## TASK DESCRIPTION:
Set down exactly the lines from the one containing "2 * Math.PI);" through the last line of the records below, both included, and nothing else.
----- SOURCE DATA -----
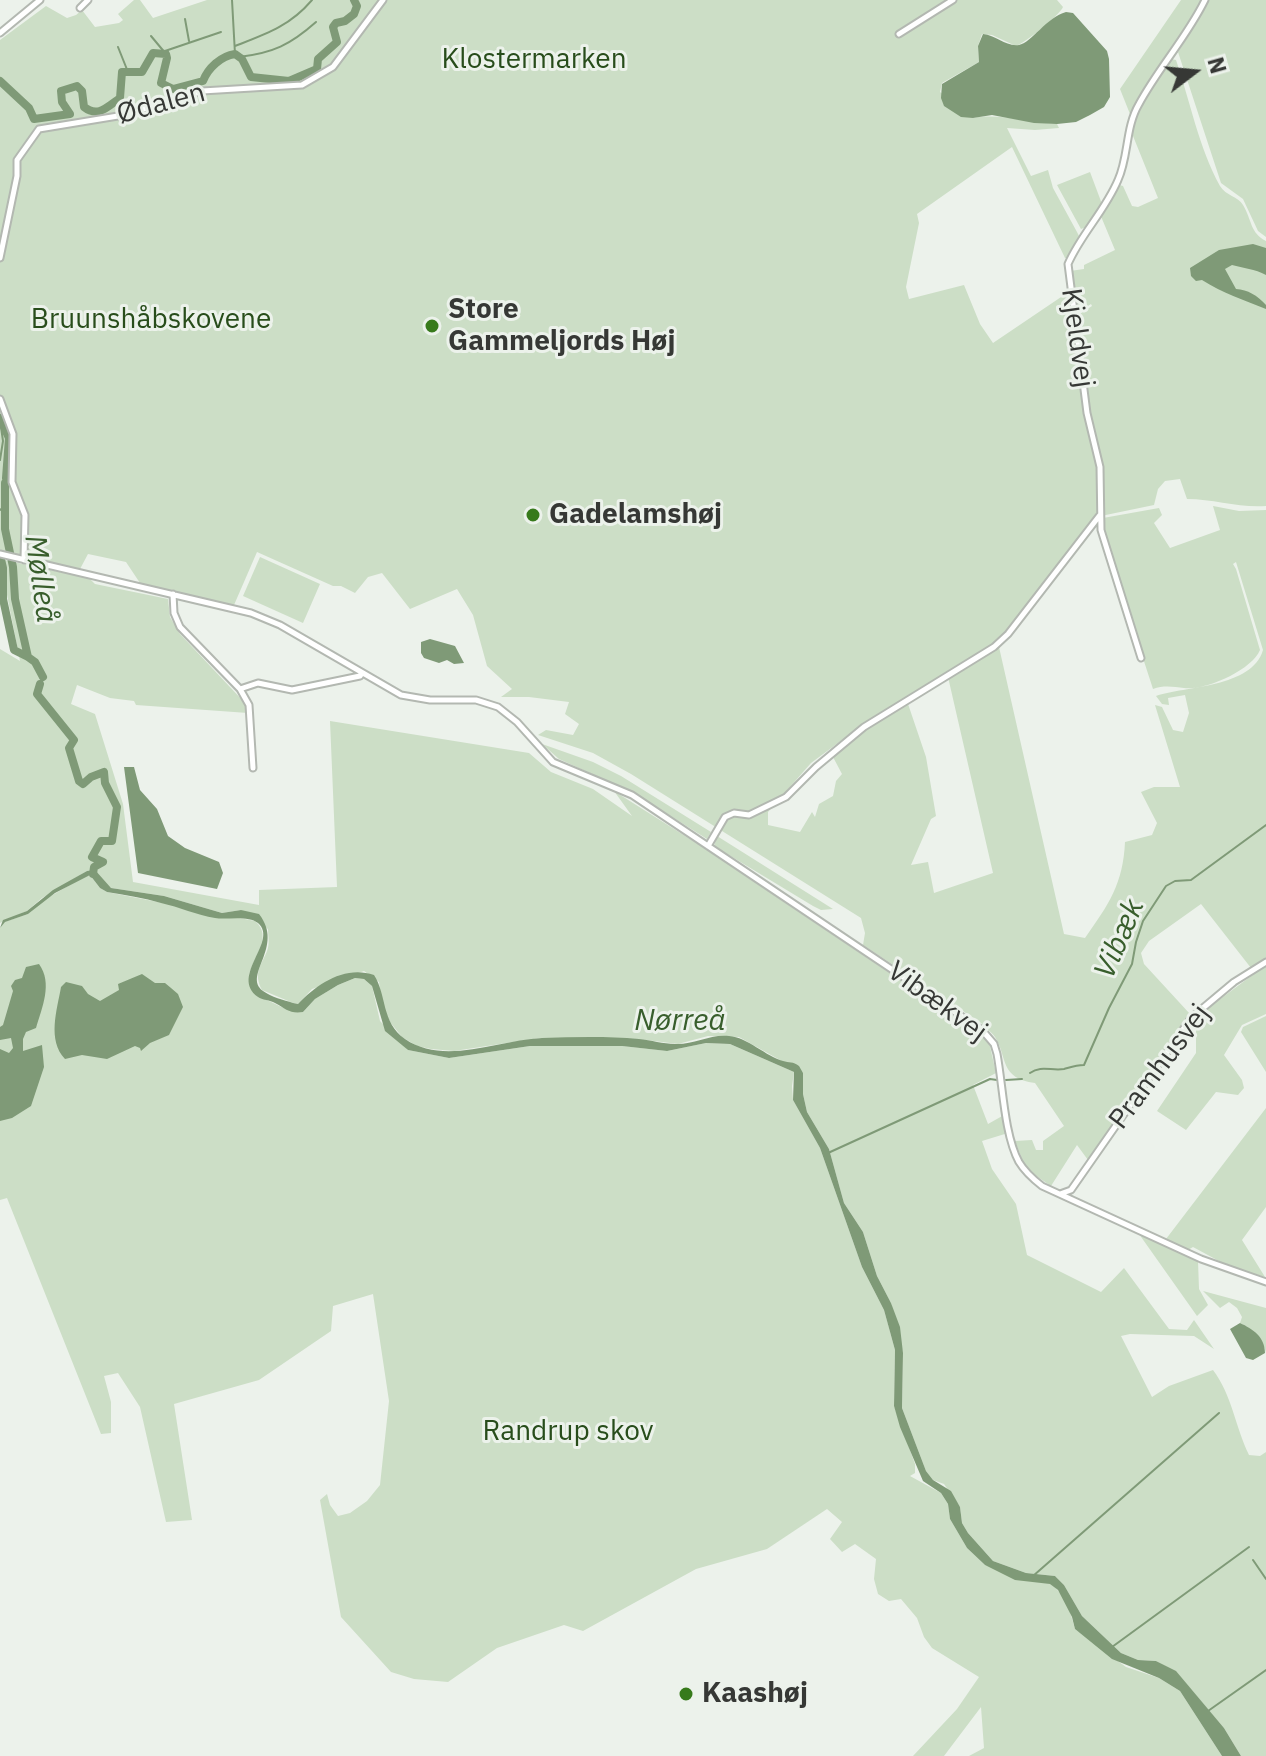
<!DOCTYPE html>
<meta charset="utf-8">
<style>
body{margin:0}
#map{position:relative;width:1266px;height:1756px;overflow:hidden;background:#ecf2eb;font-family:"IBM Plex Sans",sans-serif}
canvas{display:block}
.north{position:absolute;left:1154px;top:32px;width:80px;height:80px;-webkit-text-stroke:6px #ecf2eb;paint-order:stroke;rotate:74deg;font-size:22px;font-weight:700;line-height:32px;text-align:center;color:#363835}
.north::after{content:'';display:block;margin:auto;width:28px;height:36px;background:#363835;clip-path:polygon(50% 0,100% 100%,50% 72%,0 100%)}
</style>
<div id="map">
<canvas width="1266" height="1756"></canvas>
<div class="north">N</div>
</div>
<script>
const context = document.querySelector('canvas').getContext('2d');
context.lineJoin = 'round';
function paint(path, color) { context.fillStyle = color; context.fill(path, 'evenodd'); }
function trace(path, color, width, dash) { context.strokeStyle = color; context.lineWidth = width; context.lineCap = dash ? 'butt' : 'round'; context.setLineDash(dash || []); context.stroke(path); }
function label(font, color, halo, rows, align = 'center') {
  context.font = font + ' "IBM Plex Sans",sans-serif'; context.lineWidth = 6; context.setLineDash([]); context.textBaseline = 'middle'; context.strokeStyle = halo; context.fillStyle = color; for (const [text, x, y, turn = 0] of rows) {
    context.save(); context.translate(x, y); context.rotate((+turn || 0) * Math.PI / 180); context.textAlign = isNaN(turn) ? turn : align; if (halo) context.strokeText(text, 0, 0); context.fillText(text, 0, 0); context.restore();
  }
}
paint(new Path2D(`
 M134,0H140L153,18L207,0H1057L1063,7C1060,15 1025,43 1016,46L992,35L982,34L978,46L979,62L942,83L940,92L973,118C1001,113 1029,123 1057,124L1059,128L1035,130L1007,128L1031,176L1048,170L1053,188L1077,232L1079,236L1068,258H1065L1012,147L917,214L919,223L906,287L909,299L964,285L980,324L993,343L1067,293L1072,319L1092,306L1091,304L1075,314L1070,271L1084,269V265L1115,250L1100,214L1119,185L1123,186L1132,206L1138,207L1158,198L1131,131L1144,99L1171,59L1176,60C1190,101 1199,148 1220,186C1226,196 1238,196 1243,205C1252,220 1250,233 1266,241V506C1239,508 1214,499 1187,499L1180,479L1165,481L1158,489L1154,505L1096,517L998,641L861,726L811,763L768,812V825L800,832L812,812L815,817L819,804L833,796L836,781L842,774L833,757L865,728L907,701L926,757L936,816L931,819L911,865L928,862L934,893L993,873L948,677L999,647L1064,934L1085,938C1109,904 1123,884 1125,842L1152,835L1157,823L1141,792L1154,787H1180L1155,705L1162,707L1173,730L1183,732L1189,713L1185,695L1168,698L1169,705L1162,704L1156,696C1185,686 1252,688 1263,650L1236,562L1233,564L1236,569L1260,650C1252,670 1205,691 1184,688C1174,687 1164,685 1153,689L1104,538L1103,518L1159,508L1162,515L1154,523L1170,548L1220,530L1213,506L1239,511L1266,510V960L1251,968L1201,904L1149,941L1141,953L1144,964L1190,1014L1088,1160L1077,1145L1051,1186L1026,1169L1015,1141L1032,1140L1036,1150H1043V1141L1064,1126L1035,1083C999,1078 1008,1058 995,1037C992,1032 985,1028 981,1023L863,945L865,933L861,918L631,774L593,753L538,735L546,730L573,735L579,724L565,714L569,702L529,697H501L512,689L487,666L473,615L457,589L410,609L382,573L368,577L355,593L341,586H333L257,552L234,605L140,583L126,562L88,554L80,569L0,551V40L46,6L67,18L76,15L82,10L95,27L119,23L123,20L118,14Z
 M1181,0H1203L1130,114L1120,89Z
 M1207,0H1266V237L1258,231L1243,199L1221,183L1178,52L1198,21Z
 M1090,172L1102,204L1086,227L1081,229L1057,185Z
 M260,557L320,584L303,623L243,596Z
 M0,559L78,576L90,579L95,584L168,599L170,617L180,634L245,703L248,713L136,705L134,701L110,698L77,685L71,704L95,714L123,804L133,882L259,905V890L337,887L330,721L529,753L551,772L593,789L632,816L614,791L701,846L980,1034L989,1042L996,1073L973,1085L988,1124L1004,1115L1008,1133L982,1141L992,1169L1016,1204L1027,1255L1101,1292L1124,1268L1169,1329L1187,1330L1194,1320L1214,1349L1194,1336L1130,1334L1121,1336L1152,1397L1169,1386L1213,1370C1232,1395 1235,1426 1249,1455L1260,1456L1266,1452V1756H1241L1224,1728L1176,1672L1156,1661L1138,1660L1121,1653L1082,1616L1064,1585L1055,1576L1026,1573L993,1561L968,1533L962,1523L960,1507L944,1484L933,1480L926,1471L902,1408L903,1353L891,1303L877,1276L863,1232L844,1203L829,1149L807,1112L803,1094V1073L739,1037L708,1036L678,1044L638,1039L540,1038L454,1051L431,1049L417,1046L402,1037L390,1022L382,1004L379,982L364,971L312,989L298,1004L293,1003L262,990C253,973 261,966 267,951C270,944 268,936 268,929L241,910L222,913L164,896L111,888L87,871L42,898L27,911L0,923V649L20,661Z
 M542,744L593,762L621,776L711,832L707,839L636,794L559,759Z
 M717,836L833,909L821,910L813,906L714,846Z
 M87,875L91,876L100,888L107,892L255,921C274,937 252,958 249,976L258,997C276,1002 285,1012 303,1012L315,999L338,985L355,978L364,979L372,986L380,1021L408,1050L449,1058L530,1046H622L667,1051L706,1043L730,1044L794,1072L792,1086L793,1100L820,1148L862,1267L884,1310L895,1350L894,1406L915,1464V1473L910,1476L941,1493L948,1504L950,1519L967,1548L985,1565L1051,1584C1065,1594 1071,1613 1075,1629L1126,1667L1159,1678L1180,1691L1222,1756H969L984,1748L981,1707L944,1756H913L957,1709L979,1677L932,1648L924,1637L917,1618L901,1599L889,1601L878,1594L874,1579L876,1559L855,1544L842,1552L830,1539L842,1522L827,1509L767,1549L696,1569L583,1631L564,1625L497,1648L448,1682L414,1679L391,1672L341,1617L320,1500L327,1494L330,1505L338,1516L350,1513L367,1501L380,1485L389,1401L373,1294L333,1306L331,1331L259,1380L174,1404L192,1520L166,1522L140,1407L118,1373L104,1376L111,1402V1433L101,1434L7,1198L0,1200V928L4,922L28,914L44,900Z
 M1266,965V1014L1242,1025L1224,1055L1242,1080L1244,1088L1238,1095L1216,1092L1186,1130L1157,1111L1196,1053V1017Z
 M1266,1016V1072L1241,1032L1243,1027Z
 M1266,1108V1207L1242,1240L1265,1277L1230,1267L1193,1247L1188,1250L1166,1239Z
 M1139,1234L1198,1261L1199,1289L1208,1305L1197,1316Z
 M1203,1291L1266,1308V1353C1264,1340 1252,1328 1240,1323L1242,1317L1237,1308L1229,1302L1220,1308Z`), '#ccdec6');
paint(new Path2D(`
 M1066,12L1073,13L1107,51L1109,59L1110,97L1104,107L1090,115L1076,122L1057,124L1034,123L992,115L973,118L961,117L944,106L941,98L942,84L979,62L978,46L983,34C996,35 1006,47 1019,45C1031,43 1047,17 1066,12Z
 M1253,244L1266,248V275C1255,269 1243,268 1232,265L1225,269L1236,289C1248,290 1257,295 1266,305V309C1244,300 1222,293 1202,280L1196,281L1191,276L1190,268L1219,250Z
 M430,639L455,646L464,663L454,664L447,660L439,663L424,658L421,653V642Z
 M124,767H134L140,790L157,809L168,836L185,848L219,862L223,873L217,889L138,873Z
 M95,870L111,888L164,896L222,913L241,910L259,914C285,947 242,975 263,991C271,997 284,1000 293,1003L298,1004C317,984 345,965 374,975C387,995 381,1022 405,1039C444,1066 499,1040 542,1038C574,1037 607,1036 639,1039C651,1040 663,1044 675,1044C693,1045 710,1034 729,1036C747,1037 767,1057 783,1061C789,1063 793,1061 799,1066L803,1073V1094L807,1112L829,1149L844,1203L863,1232L877,1276L891,1303L900,1327L903,1353L902,1408L926,1471L933,1480L951,1491L960,1507L962,1523L968,1533L993,1561L1026,1573L1055,1576L1064,1585L1082,1616L1121,1653L1138,1660L1156,1661L1176,1671L1224,1728L1241,1756H1222L1180,1691L1159,1678L1112,1659L1075,1629L1072,1617L1058,1590L1050,1584L1015,1580L985,1565L967,1548L950,1519L948,1504L941,1493L923,1481L900,1427L894,1406L895,1350L884,1310L862,1267L820,1148L793,1100L794,1072L730,1044L706,1043L667,1051L622,1046H530L449,1058L408,1050L385,1031L372,986L364,979L355,978L338,985L315,999L303,1012C290,1014 286,1009 275,1003C270,1000 262,1000 258,997C229,976 279,941 258,923C248,915 227,920 215,918C197,915 179,907 161,903C144,898 125,895 107,892L100,888L90,875L55,893L28,914L5,922L0,928L3,920L27,911L53,890L87,871Z
 M39,964C53,983 42,1008 36,1028L26,1032L23,1039V1051L42,1045L44,1067L31,1106L12,1118L0,1121V1049L9,1053L13,1048L11,1038L0,1040V1027L3,1025L13,991L11,986L15,980L22,978L26,967Z
 M142,974L155,983H165L171,988L178,994L183,1007L169,1035L150,1043L141,1051L140,1048L135,1046L107,1059L82,1055L65,1059C47,1040 57,1010 61,987L66,982L82,986L88,994L100,1001L119,990L118,984Z
 M1240,1323C1253,1329 1265,1337 1265,1353L1253,1360L1246,1358L1230,1329Z`), '#7f9a77');
trace(new Path2D(`
 M232,0L235,54
 M185,19L189,41
 M151,36L166,54
 M235,46C266,34 290,26 312,0
 M118,47L128,72
 M165,51L221,32
 M239,57C273,53 290,45 316,22
 M0,460L3,441L1,427L5,424
 M0,510L5,506
 M1030,1073C1041,1065 1051,1071 1064,1069C1071,1067 1076,1065 1084,1065L1109,1008L1132,964L1136,942L1143,921L1166,886L1175,881L1191,880L1266,825
 M1006,1080L1022,1079
 M828,1153L990,1079L997,1080
 M1253,1560L1266,1579
 M1033,1576L1219,1413
 M1112,1647L1249,1547
 M1208,1711L1266,1670`), '#7f9a77', 2);
trace(new Path2D(`
 M0,81L29,108L34,119L70,114L62,102L61,91L77,86L82,91L84,107C98,118 107,107 120,98L122,72H142L153,53L166,54L167,58L161,83L173,89L203,81C208,68 221,56 235,54L242,59L251,77L289,81L317,69L318,59L337,42L333,27L336,23L345,21L354,14L357,6L354,0
 M0,418L9,438L6,478
 M5,483V529L13,567L15,599L28,657L35,662L43,677
 M0,555L3,568V599L14,650L28,657
 M40,684L37,694L74,740L69,748L79,781L83,784L91,777L104,772L105,783L117,807L112,841H101L92,857L103,862L94,867L93,874`), '#7f9a77', 8);
const minor = new Path2D(`
 M80,8L88,0
 M0,33L40,0
 M899,34L953,0
 M0,258L17,176V160L39,129L124,115L202,91L302,85L333,67L383,0
 M0,399L13,434L12,482L25,515L24,560
 M0,554L251,613L280,625L401,695L430,700H476L498,707L517,722L553,762L632,795L982,1030L994,1044L997,1054C1003,1086 1004,1134 1019,1162C1025,1172 1033,1179 1042,1186L1201,1259L1266,1282
 M173,594L174,613L180,627L240,689L249,705L253,768
 M1141,658L1101,530L1100,467L1087,413L1068,264C1081,234 1105,211 1118,180C1129,156 1125,128 1139,104C1159,67 1187,37 1205,0
 M240,689L258,683L292,690L360,676L362,673
 M708,846L725,817L734,813L749,815L786,797L816,767L864,727L994,647L1008,634L1100,515
 M1060,1194L1071,1190L1191,1018L1234,982L1266,962`);
trace(minor, '#b3b8b1', 9);
trace(minor, '#fff', 5);
for (const [x, y, r, color] of [
 [432,326,8,"#377a1b"],
 [533,515,8,"#377a1b"],
 [686,1694,8,"#377a1b"]
]) { const dot = new Path2D(); dot.arc(x, y, r, 0, 2 * Math.PI); context.fillStyle = color; context.fill(dot); trace(dot, '#ecf2eb', 3); }
label('28px', '#284d1b', '#ecf2eb', [
 ["Klostermarken",534,60],
 ["Bruunshåbskovene",151,320],
 ["Randrup skov",568,1432]
]);
label('28px', '#363835', '#ecf2eb', [
 ["Ødalen",161,104,-15],
 ["Kjeldvej",1077,338,82],
 ["Vibækvej",937,1002,36],
 ["Pramhusvej",1160,1067,-53]
]);
label('bold 28px', '#363835', '#ecf2eb', [
 ["Store",448,310],
 ["Gammeljords Høj",448,342],
 ["Gadelamshøj",549,515],
 ["Kaashøj",702,1694]
], 'left');
label('italic 30px', '#385e2c', '#ecf2eb', [
 ["Mølleå",40,579,82],
 ["Vibæk",1120,939,-67],
 ["Nørreå",680,1021]
]);
</script>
-----
## FINISHED EXERCISE:
]) { const dot = new Path2D(); dot.arc(x, y, r, 0, 2 * Math.PI); context.fillStyle = color; context.fill(dot); trace(dot, '#ecf2eb', 3); }
label('28px', '#284d1b', '#ecf2eb', [
 ["Klostermarken",534,60],
 ["Bruunshåbskovene",151,320],
 ["Randrup skov",568,1432]
]);
label('28px', '#363835', '#ecf2eb', [
 ["Ødalen",161,104,-15],
 ["Kjeldvej",1077,338,82],
 ["Vibækvej",937,1002,36],
 ["Pramhusvej",1160,1067,-53]
]);
label('bold 28px', '#363835', '#ecf2eb', [
 ["Store",448,310],
 ["Gammeljords Høj",448,342],
 ["Gadelamshøj",549,515],
 ["Kaashøj",702,1694]
], 'left');
label('italic 30px', '#385e2c', '#ecf2eb', [
 ["Mølleå",40,579,82],
 ["Vibæk",1120,939,-67],
 ["Nørreå",680,1021]
]);
</script>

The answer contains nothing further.